- _Input records_
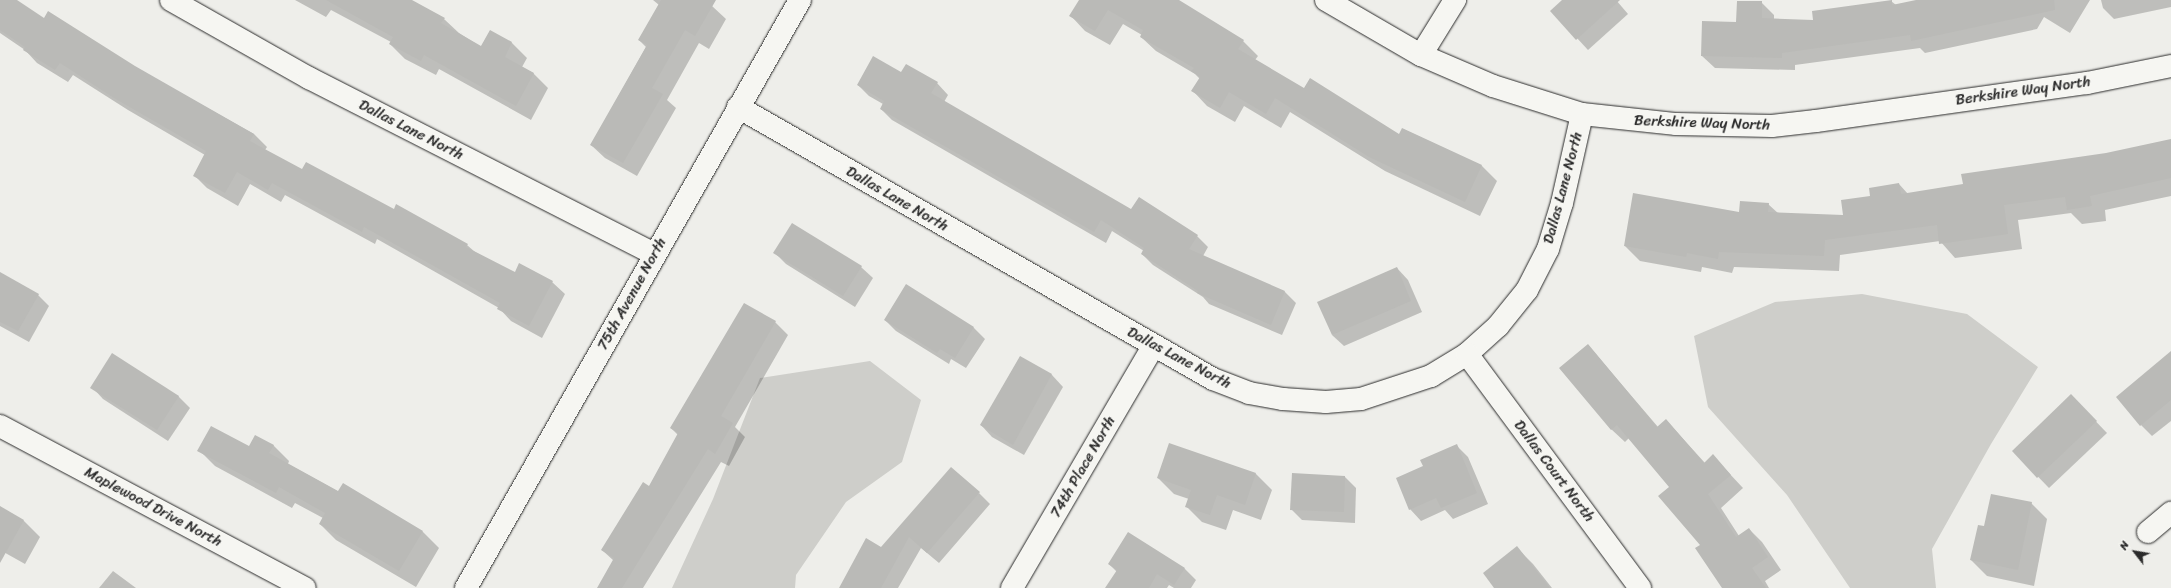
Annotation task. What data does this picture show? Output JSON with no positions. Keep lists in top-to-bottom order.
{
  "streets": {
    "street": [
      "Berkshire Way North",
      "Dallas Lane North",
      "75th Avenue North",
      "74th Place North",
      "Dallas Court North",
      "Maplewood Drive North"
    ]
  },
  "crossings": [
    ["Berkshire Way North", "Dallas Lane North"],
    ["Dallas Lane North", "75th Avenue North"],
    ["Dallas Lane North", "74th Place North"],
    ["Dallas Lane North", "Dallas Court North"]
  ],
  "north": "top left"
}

- _Problem requirements_
Your reply should restate every entry exactly, with the pictures left out.

- _Answer area_
Annotation task. What data does this picture show? Output JSON with no positions. Keep lists in top-to-bottom order.
{
  "streets": {
    "street": [
      "Berkshire Way North",
      "Dallas Lane North",
      "75th Avenue North",
      "74th Place North",
      "Dallas Court North",
      "Maplewood Drive North"
    ]
  },
  "crossings": [
    ["Berkshire Way North", "Dallas Lane North"],
    ["Dallas Lane North", "75th Avenue North"],
    ["Dallas Lane North", "74th Place North"],
    ["Dallas Lane North", "Dallas Court North"]
  ],
  "north": "top left"
}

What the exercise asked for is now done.